Methodisch Didaktische Hinweise:

  • Sequenzierung ist bei längeren Filmausschnitten sinnvoll
  • Wiederholungen und Einfrieren können als Möglichkeit der gedanklichen Verarbeitung dienen
  • Aufbereitung der Einheit in: Vor dem Sehen (Aktivierung, Neugier), während des Sehens (Aktivität, so dass passives Sehen verhindert wird, u.U. mit Fragen beantworten, Checkliste, Fragen zum Ankreuzen, etc.) und nach dem Sehen (verstehen, vertiefen, Bezug zur Lebenswelt herstellen)
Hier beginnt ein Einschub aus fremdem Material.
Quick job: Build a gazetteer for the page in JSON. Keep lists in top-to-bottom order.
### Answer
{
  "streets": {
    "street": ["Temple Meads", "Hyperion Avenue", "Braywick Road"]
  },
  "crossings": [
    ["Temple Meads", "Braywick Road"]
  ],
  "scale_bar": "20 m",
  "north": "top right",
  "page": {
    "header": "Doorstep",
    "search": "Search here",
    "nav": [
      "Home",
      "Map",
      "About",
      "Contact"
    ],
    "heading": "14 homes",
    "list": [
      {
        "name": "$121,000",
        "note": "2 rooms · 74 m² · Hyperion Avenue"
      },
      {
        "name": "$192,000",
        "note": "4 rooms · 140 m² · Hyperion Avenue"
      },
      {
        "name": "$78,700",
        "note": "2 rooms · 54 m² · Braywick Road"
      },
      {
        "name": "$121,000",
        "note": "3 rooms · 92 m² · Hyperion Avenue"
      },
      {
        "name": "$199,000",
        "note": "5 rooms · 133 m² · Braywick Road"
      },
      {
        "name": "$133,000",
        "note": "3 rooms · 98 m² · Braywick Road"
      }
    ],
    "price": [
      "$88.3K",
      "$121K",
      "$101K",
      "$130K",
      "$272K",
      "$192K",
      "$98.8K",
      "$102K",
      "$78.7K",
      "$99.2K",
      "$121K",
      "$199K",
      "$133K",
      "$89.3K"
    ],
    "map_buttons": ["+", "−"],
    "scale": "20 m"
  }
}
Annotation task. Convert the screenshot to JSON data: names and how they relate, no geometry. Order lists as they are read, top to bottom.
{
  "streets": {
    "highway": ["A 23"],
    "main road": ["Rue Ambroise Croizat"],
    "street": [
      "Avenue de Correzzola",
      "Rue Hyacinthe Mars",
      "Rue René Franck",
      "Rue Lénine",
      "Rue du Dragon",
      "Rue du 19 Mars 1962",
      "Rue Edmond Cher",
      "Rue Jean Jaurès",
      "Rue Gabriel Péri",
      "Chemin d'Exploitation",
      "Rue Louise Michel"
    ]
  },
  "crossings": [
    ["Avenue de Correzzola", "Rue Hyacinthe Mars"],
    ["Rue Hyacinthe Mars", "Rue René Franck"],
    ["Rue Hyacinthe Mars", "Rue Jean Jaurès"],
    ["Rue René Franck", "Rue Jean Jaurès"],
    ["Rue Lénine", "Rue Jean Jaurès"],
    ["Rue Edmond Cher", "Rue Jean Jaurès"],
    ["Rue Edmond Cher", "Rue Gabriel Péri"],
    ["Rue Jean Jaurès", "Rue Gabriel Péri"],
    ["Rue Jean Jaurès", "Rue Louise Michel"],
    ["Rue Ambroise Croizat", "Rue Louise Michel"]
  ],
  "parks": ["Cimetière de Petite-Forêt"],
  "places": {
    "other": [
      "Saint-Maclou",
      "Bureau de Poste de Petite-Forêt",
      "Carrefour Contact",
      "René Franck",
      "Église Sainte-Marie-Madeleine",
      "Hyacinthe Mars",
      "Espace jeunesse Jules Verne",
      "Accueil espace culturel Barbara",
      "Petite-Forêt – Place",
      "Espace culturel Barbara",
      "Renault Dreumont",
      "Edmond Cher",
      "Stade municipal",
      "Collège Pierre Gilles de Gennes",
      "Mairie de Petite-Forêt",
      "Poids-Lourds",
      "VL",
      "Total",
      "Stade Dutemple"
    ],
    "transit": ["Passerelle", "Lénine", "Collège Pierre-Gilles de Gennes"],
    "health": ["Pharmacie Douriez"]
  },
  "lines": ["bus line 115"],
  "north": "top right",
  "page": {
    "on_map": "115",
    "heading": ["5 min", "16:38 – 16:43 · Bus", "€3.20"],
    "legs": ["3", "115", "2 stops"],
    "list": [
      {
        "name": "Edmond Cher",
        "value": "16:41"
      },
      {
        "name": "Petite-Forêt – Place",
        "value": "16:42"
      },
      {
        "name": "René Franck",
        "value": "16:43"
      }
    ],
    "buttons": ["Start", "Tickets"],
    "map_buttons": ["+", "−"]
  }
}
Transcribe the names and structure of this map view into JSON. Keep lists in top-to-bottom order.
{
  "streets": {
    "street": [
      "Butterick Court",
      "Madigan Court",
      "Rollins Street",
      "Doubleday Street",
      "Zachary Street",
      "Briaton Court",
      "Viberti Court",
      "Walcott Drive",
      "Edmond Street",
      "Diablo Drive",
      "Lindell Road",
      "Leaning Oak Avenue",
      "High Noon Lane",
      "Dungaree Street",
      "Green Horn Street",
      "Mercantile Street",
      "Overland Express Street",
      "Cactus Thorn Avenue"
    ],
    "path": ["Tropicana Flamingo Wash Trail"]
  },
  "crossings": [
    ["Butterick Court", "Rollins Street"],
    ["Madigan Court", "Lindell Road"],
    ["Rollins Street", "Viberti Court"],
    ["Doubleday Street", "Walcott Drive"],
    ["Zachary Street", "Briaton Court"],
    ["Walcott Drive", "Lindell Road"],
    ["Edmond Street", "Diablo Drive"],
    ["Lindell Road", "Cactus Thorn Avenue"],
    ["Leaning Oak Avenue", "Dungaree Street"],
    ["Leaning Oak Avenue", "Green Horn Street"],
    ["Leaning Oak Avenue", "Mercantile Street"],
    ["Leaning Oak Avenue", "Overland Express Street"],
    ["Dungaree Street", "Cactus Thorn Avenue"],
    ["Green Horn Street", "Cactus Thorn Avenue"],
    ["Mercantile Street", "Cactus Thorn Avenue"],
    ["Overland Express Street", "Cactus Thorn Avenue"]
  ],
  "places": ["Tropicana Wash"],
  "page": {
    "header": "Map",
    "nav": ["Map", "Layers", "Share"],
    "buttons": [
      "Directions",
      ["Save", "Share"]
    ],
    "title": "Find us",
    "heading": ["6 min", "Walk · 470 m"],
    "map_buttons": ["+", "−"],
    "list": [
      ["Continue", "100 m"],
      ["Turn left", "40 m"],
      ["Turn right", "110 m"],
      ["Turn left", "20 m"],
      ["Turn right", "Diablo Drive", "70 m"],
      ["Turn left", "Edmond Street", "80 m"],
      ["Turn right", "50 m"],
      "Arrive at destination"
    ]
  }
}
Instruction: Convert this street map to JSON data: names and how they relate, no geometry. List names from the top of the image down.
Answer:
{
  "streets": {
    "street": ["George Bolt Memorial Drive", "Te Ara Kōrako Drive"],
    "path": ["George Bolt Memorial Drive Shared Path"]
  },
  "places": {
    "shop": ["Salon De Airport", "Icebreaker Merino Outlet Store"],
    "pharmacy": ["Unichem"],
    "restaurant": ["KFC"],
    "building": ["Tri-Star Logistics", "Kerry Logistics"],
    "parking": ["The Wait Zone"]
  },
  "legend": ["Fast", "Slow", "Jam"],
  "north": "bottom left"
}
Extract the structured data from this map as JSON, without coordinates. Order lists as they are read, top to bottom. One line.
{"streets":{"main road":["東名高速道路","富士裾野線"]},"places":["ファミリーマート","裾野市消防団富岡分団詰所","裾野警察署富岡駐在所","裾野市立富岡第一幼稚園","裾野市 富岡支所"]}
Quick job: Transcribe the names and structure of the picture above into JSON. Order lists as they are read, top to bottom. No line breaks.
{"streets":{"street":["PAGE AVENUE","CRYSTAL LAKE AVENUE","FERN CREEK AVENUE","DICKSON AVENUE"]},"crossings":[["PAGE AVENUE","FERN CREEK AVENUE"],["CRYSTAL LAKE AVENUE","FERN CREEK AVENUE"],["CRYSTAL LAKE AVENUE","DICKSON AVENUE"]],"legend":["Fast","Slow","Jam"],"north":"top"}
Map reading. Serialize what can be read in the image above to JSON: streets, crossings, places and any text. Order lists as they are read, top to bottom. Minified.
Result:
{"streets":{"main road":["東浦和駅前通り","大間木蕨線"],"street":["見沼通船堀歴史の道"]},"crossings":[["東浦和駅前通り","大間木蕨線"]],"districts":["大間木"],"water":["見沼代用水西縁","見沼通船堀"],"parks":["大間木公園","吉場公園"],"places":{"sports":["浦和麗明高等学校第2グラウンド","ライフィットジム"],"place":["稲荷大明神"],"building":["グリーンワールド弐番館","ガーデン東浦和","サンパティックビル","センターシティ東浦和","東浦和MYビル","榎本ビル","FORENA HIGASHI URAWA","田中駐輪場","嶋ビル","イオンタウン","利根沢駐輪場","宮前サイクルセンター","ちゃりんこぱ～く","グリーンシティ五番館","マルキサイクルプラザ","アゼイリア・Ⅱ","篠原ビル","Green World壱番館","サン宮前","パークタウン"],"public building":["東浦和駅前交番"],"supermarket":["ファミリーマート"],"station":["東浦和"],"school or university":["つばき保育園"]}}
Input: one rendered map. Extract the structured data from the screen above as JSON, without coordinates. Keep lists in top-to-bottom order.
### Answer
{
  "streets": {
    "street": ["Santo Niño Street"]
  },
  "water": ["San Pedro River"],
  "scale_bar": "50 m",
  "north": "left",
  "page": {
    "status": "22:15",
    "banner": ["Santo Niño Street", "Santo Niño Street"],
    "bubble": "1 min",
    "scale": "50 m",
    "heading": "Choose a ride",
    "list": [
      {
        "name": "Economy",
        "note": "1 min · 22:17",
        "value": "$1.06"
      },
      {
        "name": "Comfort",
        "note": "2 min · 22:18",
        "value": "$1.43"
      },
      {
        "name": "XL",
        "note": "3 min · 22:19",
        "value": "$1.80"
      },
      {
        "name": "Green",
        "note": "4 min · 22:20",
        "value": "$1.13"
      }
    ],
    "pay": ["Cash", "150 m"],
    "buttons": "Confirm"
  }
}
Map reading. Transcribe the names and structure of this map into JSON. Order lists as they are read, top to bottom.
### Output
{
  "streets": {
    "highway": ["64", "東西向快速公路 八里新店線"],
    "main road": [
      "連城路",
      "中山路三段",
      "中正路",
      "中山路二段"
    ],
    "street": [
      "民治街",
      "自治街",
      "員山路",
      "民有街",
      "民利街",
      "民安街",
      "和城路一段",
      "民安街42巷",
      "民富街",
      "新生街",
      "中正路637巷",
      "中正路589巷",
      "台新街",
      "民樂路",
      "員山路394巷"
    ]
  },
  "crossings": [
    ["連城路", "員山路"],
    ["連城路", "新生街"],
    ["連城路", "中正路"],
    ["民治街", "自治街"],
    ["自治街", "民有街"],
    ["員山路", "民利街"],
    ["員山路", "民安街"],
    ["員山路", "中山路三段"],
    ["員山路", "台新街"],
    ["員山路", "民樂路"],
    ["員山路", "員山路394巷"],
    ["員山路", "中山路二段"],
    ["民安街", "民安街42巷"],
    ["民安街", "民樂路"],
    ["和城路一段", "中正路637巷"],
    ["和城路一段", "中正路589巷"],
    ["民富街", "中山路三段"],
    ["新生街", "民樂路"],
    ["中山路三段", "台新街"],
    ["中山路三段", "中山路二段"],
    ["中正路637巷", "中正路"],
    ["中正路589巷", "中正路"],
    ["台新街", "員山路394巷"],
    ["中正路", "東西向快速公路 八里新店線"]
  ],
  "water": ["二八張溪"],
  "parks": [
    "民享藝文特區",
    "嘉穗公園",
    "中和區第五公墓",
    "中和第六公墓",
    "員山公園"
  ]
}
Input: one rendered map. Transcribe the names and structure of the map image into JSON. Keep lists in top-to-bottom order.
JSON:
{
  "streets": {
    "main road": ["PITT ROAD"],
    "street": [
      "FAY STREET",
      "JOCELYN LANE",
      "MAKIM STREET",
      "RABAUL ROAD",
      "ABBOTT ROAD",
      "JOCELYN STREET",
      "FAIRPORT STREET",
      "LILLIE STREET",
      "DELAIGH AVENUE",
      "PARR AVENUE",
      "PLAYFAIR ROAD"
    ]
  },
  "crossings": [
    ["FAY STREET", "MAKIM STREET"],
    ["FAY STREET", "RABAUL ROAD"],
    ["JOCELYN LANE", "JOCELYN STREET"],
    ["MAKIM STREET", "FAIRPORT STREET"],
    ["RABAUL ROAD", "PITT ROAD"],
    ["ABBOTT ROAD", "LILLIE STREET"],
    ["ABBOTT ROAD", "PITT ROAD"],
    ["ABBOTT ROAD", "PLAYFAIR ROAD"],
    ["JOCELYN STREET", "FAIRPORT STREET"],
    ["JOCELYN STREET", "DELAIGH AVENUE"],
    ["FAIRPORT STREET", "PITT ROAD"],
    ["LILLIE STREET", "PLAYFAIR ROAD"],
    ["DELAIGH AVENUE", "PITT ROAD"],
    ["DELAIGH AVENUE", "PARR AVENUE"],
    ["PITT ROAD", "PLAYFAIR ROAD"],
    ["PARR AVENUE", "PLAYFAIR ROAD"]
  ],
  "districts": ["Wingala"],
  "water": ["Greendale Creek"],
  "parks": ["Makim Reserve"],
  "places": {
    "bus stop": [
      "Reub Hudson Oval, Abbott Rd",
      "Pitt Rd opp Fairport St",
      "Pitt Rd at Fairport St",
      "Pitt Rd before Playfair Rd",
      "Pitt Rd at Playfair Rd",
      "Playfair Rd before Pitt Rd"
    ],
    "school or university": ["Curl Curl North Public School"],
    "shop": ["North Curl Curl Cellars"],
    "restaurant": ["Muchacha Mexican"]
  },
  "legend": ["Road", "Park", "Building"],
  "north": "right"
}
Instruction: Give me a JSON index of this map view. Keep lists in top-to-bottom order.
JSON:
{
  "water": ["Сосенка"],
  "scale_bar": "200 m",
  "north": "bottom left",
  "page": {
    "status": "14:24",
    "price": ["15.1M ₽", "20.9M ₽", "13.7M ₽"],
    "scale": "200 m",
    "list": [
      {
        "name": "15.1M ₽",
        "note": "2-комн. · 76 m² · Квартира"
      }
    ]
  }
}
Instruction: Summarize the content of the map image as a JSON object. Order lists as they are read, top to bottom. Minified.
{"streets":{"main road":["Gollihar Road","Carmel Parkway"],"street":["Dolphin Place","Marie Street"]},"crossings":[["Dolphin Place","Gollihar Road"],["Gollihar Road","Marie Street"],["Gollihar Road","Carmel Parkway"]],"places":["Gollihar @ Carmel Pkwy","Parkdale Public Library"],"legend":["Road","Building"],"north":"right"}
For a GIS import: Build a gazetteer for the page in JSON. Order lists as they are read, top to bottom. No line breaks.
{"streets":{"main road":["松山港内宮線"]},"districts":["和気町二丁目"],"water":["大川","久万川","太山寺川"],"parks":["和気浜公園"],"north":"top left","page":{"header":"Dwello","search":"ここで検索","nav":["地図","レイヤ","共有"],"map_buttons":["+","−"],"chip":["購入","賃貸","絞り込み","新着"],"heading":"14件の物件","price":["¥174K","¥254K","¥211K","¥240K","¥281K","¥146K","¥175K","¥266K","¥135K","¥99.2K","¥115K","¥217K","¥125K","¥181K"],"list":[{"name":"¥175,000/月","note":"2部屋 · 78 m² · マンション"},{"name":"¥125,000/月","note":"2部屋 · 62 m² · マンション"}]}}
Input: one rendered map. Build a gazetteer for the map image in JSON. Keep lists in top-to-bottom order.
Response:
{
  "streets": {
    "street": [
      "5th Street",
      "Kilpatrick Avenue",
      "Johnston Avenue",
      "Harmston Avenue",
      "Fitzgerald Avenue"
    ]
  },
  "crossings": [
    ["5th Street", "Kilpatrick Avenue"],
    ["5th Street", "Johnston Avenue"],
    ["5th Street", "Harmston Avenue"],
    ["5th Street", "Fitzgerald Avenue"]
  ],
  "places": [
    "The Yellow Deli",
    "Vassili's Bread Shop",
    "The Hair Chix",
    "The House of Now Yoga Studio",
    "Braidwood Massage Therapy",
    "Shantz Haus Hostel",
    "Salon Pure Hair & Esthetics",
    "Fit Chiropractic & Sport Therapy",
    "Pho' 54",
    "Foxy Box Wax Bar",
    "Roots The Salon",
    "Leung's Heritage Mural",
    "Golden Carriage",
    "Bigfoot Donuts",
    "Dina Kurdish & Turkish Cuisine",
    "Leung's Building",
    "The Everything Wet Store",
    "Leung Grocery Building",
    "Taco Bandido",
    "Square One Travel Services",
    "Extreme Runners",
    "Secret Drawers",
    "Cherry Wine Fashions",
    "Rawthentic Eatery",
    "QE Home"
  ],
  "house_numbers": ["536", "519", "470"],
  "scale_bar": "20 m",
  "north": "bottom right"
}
  • Bei der Durchführung von Unterrichtsveranstaltungen, unabhängig von der Zielgruppe, können (Kurz-) Filme sehr gut eingesetzt werden. Zum einen als Einstiegsmethode, um zu Beginn auf das Thema einzustimmen und erste Informationen zu liefern. Zum anderen aber auch, um Diskussionsrunden mit inhaltlichem Bezug anschließen zu lassen.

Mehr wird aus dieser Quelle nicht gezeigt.